The bank has some “fairly large Hadoop clusters” as well “some fairly traditional data warehousing technology”. Initially the Hadoop clusters were running on hardware in CBA’s data centres, with Cloudera installed directly onto physical servers.

“That worked in the beginning but as you can imagine comes with a bunch of inherent restraints which we needed to work through,” Anderson added. “The primary ones are obviously unit cost, cost of change every time we have to do large upgrades etc, but also the developer experience was not amazing.”

The Analytics and Information team embarked on a journey to “cloud-enable” some of the technologies it was employing, speeding up the process of experimentation as well as making it “a lot cheaper and lot more deterministic.”

“The technology stack that we landed on is not all that unique,” Anderson told the summit.

At the bottom is OpenStack’s Ironic service for provisioning bare metal servers. “The reason for Ironic for the initial set of use cases is big data processing [with] very stateful services — you want to be close to disk,” Anderson said. “Also increasingly as we move into microservices, the VM abstraction is in a lot of ways uncomfortable if you want to drive immutability.”

On top of Ironic, CBA relies on a range of other open source software, including Ubuntu, Docker for containers, Kubernetes for container orchestration, Calico for networking, Vault for secrets management, and Mesos and Marathon for resource orchestration. CBA data scientists’ toolkits include R, Apache Spark and Hadoop, Anderson said.

Anderson said it’s a “fairly typical” stack but added: “What we feel like we’ve done fairly uniquely is we focused on continuous delivery at all layers of the stack. We also focused on versioning through codification and immutability at all layers of the stack. “

“So for us, an upgrade of an operating system or even changing the permissions on a folder inside an operating system in an underlying host is not a matter of SSHing into a box but rather updating a declarative form of the environment and issuing a pull request, and allowing the tooling to make all the changes on your behalf,” Anderson said.

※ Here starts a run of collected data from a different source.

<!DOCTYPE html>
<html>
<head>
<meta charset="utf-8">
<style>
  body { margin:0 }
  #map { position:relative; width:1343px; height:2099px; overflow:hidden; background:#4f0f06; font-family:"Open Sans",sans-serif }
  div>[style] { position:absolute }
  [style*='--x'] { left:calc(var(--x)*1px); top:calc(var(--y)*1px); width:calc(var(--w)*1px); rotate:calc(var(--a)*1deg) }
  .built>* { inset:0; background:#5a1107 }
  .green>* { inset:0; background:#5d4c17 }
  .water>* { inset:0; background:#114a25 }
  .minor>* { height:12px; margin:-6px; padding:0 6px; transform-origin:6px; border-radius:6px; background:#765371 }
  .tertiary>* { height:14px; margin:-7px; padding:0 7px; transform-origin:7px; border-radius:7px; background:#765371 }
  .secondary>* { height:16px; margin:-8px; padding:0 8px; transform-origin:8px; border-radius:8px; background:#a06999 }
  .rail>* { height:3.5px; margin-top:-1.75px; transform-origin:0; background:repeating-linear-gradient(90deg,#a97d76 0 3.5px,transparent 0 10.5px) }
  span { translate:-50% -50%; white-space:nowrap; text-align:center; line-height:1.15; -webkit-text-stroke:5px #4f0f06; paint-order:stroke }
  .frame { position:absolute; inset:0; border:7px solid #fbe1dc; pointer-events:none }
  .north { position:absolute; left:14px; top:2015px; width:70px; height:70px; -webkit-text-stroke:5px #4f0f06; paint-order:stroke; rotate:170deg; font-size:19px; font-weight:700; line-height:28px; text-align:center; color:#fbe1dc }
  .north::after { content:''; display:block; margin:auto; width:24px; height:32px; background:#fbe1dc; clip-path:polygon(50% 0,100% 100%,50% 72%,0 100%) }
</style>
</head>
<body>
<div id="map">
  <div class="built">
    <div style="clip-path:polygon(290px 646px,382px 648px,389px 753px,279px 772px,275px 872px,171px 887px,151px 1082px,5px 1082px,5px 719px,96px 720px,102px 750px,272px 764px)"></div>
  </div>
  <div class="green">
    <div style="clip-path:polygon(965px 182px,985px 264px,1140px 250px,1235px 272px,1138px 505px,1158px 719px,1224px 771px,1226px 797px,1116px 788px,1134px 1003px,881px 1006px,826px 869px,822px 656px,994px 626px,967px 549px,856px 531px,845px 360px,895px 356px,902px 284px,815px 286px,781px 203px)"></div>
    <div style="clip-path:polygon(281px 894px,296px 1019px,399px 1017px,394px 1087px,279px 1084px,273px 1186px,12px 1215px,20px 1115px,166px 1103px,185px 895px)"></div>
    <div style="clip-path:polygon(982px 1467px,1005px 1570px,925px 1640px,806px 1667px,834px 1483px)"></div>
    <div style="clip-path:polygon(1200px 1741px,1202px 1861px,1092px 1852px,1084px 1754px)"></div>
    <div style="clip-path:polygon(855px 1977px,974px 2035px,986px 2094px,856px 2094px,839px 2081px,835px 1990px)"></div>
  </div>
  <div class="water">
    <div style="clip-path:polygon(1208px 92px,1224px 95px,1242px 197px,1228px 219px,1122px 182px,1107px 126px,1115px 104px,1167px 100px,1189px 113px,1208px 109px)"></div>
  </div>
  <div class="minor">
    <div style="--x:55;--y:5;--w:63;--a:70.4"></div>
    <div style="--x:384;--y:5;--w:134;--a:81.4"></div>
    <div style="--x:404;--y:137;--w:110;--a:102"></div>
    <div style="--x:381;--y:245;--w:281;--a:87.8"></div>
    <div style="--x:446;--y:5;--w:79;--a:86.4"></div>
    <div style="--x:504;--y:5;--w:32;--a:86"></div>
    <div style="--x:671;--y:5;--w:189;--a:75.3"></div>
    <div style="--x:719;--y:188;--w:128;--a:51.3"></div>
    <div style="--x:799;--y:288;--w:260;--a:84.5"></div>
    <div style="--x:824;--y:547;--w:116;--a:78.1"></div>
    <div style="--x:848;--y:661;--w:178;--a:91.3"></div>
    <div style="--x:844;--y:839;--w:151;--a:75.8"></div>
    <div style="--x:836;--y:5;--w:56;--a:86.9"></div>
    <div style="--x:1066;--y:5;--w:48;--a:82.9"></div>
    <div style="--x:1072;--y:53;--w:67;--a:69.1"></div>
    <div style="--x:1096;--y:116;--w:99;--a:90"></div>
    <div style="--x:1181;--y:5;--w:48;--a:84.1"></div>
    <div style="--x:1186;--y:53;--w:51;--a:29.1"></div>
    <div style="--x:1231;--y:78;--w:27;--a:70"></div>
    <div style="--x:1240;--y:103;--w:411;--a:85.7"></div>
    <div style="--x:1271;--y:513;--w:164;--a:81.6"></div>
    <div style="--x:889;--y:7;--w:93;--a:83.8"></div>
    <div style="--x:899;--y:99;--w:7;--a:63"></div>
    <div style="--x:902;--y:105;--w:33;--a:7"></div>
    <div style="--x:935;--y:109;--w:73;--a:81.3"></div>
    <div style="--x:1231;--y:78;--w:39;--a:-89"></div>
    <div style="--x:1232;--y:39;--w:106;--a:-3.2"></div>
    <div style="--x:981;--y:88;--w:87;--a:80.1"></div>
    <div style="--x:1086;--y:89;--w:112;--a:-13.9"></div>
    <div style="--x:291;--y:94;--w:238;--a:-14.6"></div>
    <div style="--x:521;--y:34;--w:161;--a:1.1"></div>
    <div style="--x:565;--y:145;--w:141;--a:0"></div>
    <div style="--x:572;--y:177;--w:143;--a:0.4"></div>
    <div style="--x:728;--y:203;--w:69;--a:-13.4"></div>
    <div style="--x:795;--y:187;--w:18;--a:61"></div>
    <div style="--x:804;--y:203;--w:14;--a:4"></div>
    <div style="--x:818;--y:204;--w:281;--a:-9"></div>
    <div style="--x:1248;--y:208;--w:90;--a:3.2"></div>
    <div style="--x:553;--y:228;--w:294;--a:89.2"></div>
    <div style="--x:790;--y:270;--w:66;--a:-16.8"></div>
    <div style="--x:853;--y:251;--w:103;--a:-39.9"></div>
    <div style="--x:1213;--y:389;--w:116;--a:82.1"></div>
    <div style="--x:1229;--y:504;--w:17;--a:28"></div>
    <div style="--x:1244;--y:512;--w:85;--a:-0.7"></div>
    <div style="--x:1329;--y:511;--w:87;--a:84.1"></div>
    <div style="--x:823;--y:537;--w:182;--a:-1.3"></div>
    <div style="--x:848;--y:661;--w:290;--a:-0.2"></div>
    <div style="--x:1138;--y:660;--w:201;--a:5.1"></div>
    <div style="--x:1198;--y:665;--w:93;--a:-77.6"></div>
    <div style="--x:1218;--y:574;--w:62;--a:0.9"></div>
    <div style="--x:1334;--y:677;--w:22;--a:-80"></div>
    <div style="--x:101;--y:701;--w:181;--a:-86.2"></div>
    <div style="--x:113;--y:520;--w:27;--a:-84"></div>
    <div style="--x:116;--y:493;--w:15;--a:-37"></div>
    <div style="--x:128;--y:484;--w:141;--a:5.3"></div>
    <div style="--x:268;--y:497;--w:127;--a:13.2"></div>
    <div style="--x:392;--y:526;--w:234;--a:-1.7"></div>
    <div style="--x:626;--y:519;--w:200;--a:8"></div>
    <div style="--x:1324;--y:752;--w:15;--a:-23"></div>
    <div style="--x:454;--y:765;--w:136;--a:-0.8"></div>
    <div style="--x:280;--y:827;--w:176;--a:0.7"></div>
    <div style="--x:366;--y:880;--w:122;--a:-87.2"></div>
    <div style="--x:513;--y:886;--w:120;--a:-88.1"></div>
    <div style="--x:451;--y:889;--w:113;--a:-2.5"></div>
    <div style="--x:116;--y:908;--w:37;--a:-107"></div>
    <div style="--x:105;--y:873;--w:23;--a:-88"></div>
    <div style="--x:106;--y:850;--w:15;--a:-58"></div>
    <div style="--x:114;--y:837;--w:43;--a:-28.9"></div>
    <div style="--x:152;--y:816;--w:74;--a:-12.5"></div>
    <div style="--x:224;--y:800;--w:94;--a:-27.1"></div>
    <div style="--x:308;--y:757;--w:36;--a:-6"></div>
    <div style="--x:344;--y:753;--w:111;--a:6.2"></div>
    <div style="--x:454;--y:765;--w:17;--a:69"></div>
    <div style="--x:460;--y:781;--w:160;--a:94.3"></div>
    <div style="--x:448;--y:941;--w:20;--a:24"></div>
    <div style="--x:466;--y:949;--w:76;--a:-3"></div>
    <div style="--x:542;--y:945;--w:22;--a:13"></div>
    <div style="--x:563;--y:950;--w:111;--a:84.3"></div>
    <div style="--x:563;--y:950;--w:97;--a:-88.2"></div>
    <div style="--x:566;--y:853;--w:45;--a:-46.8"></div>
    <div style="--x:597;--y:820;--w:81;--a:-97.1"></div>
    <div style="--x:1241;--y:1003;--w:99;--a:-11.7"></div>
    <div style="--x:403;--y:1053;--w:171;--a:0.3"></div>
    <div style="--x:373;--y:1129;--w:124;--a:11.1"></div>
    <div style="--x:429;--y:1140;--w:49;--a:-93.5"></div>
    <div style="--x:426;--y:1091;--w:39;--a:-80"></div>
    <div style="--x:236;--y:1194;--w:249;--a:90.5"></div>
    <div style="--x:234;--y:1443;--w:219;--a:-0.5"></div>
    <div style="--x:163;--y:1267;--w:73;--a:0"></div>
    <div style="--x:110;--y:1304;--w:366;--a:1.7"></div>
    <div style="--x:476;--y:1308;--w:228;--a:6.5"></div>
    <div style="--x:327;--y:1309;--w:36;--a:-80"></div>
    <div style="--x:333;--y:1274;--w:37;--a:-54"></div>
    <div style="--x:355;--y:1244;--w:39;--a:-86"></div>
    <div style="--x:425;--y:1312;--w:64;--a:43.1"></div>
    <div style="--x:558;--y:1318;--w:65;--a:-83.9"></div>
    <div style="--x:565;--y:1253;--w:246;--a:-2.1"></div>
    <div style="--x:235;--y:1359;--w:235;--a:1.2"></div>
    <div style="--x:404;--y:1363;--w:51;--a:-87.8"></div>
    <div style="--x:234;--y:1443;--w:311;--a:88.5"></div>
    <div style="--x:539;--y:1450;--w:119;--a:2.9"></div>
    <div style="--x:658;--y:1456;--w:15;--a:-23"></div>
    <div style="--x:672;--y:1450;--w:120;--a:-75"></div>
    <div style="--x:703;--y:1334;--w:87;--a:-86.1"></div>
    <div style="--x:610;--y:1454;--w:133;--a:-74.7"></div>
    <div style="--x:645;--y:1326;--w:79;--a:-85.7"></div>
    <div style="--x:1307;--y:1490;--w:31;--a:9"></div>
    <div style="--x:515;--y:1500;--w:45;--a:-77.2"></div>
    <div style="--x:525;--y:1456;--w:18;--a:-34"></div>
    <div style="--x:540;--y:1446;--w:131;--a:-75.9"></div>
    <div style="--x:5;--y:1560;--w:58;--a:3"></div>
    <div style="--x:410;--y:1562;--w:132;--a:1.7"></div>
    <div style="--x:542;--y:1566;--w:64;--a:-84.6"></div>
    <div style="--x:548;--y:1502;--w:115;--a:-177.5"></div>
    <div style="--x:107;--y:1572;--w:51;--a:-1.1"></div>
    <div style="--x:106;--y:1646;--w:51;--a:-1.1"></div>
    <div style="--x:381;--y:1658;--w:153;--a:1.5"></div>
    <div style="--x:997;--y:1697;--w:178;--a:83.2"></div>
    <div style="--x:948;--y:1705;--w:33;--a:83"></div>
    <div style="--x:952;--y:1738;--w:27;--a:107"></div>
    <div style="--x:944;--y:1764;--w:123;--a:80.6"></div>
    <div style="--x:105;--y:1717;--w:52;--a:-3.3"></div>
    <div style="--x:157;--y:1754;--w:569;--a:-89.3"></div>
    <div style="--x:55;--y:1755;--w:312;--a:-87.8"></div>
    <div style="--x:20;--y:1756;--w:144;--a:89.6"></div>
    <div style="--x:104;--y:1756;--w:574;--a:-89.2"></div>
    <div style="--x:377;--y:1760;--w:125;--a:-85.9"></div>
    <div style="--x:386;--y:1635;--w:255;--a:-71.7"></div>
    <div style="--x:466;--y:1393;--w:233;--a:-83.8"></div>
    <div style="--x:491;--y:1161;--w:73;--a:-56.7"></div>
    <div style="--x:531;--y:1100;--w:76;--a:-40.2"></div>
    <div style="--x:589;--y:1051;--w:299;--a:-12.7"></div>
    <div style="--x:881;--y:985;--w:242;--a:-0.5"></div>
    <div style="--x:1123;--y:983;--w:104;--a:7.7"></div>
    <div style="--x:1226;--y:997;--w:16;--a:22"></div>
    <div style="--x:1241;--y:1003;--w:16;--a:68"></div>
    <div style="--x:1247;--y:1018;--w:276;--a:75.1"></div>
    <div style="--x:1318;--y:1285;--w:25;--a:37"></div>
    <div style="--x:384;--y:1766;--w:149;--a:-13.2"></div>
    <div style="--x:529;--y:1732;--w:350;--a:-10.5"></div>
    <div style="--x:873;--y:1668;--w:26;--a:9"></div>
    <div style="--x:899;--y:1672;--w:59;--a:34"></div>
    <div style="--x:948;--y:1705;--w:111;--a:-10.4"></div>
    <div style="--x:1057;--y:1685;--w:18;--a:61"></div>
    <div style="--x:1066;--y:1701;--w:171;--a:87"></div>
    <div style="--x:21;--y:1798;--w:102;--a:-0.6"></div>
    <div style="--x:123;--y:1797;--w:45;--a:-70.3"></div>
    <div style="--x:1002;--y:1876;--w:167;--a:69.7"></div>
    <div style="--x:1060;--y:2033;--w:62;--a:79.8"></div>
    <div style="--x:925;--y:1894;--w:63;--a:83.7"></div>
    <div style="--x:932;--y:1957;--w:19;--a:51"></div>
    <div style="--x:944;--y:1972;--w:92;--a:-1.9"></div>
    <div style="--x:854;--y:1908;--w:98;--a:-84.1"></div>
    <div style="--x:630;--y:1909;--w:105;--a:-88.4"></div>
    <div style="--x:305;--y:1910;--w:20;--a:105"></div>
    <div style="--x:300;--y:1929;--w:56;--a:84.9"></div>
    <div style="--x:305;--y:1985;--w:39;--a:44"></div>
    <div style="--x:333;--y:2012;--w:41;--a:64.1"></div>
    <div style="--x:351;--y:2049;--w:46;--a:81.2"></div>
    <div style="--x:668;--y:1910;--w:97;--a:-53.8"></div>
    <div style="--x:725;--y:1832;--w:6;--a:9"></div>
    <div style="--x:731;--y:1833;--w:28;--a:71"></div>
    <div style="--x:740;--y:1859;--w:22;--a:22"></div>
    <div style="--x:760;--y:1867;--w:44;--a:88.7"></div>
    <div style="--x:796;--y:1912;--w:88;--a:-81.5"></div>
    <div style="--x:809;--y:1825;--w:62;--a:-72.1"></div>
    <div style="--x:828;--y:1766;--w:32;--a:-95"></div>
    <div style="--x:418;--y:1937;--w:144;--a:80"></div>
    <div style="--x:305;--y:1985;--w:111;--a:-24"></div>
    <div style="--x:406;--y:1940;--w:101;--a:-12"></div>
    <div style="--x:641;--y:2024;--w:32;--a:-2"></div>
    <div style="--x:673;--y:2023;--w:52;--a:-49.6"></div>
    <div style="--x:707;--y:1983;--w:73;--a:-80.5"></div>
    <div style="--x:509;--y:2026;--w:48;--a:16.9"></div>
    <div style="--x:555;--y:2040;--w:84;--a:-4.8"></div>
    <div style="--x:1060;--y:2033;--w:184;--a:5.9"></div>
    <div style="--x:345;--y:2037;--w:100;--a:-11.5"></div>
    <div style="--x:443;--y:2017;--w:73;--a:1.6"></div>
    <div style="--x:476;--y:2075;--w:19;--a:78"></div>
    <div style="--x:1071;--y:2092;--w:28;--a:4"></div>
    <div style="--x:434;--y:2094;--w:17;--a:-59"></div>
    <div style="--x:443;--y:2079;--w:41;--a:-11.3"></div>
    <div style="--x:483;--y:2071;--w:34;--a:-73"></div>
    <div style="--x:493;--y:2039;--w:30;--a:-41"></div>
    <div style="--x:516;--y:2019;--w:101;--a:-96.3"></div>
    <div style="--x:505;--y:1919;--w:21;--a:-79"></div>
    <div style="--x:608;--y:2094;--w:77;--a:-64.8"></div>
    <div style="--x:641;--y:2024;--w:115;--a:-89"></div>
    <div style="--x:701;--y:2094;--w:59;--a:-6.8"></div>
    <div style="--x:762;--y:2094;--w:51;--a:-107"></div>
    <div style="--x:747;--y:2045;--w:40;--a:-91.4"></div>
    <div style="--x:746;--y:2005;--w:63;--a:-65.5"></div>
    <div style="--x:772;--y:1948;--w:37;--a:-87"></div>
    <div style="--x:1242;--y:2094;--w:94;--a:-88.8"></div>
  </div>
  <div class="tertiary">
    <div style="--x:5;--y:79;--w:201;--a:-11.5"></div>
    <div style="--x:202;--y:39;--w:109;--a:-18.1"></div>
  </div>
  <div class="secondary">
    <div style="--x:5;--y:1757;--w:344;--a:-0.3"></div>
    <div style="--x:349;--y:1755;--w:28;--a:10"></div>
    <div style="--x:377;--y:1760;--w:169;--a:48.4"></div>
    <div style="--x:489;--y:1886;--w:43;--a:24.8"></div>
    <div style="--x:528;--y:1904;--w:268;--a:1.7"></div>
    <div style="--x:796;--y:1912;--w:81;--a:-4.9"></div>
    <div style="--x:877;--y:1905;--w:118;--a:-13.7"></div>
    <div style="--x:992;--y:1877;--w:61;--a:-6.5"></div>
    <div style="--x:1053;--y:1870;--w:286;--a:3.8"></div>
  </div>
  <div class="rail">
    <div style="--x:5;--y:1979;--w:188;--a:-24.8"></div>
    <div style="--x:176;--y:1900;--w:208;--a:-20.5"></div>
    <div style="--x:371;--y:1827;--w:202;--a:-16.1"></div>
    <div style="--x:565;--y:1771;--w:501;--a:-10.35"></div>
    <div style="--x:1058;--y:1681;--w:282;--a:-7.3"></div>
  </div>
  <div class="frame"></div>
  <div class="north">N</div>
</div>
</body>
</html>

“This is true for operating system, it’s true for containers, it’s true for container clusters, container orchestrators, monitoring, alerting – absolutely everything. We use the same basic interaction pattern, which is versioning through codification, automation through codification and continuous delivery applying the changes off the back of that.”

“What we’ve done in the overall stack is we’ve composed a rather large number of open source projects together in order to generate our business outcomes,” Anderson told the summit.

The approach relies on “different levels” of composition, from build-time composition, through to deploy-time composition and run-time composition, he said.

“We believe strongly that versioning through codification gives us an absolute base case to be able to change all of those different levels of compositions and therefore services and systems in a sustainable manner over time because it allows us to recreate environments,” Anderson said.

“It allows us to build automation in a scalable manner and it allows us to recreate environments and therefore have automated testing, which is the basis of on which safe change can take place.”

Although the team began with an OpenStack-based environment, over time the same approach is being moved over into public cloud environments as part of a hybrid cloud strategy, Anderson told the summit.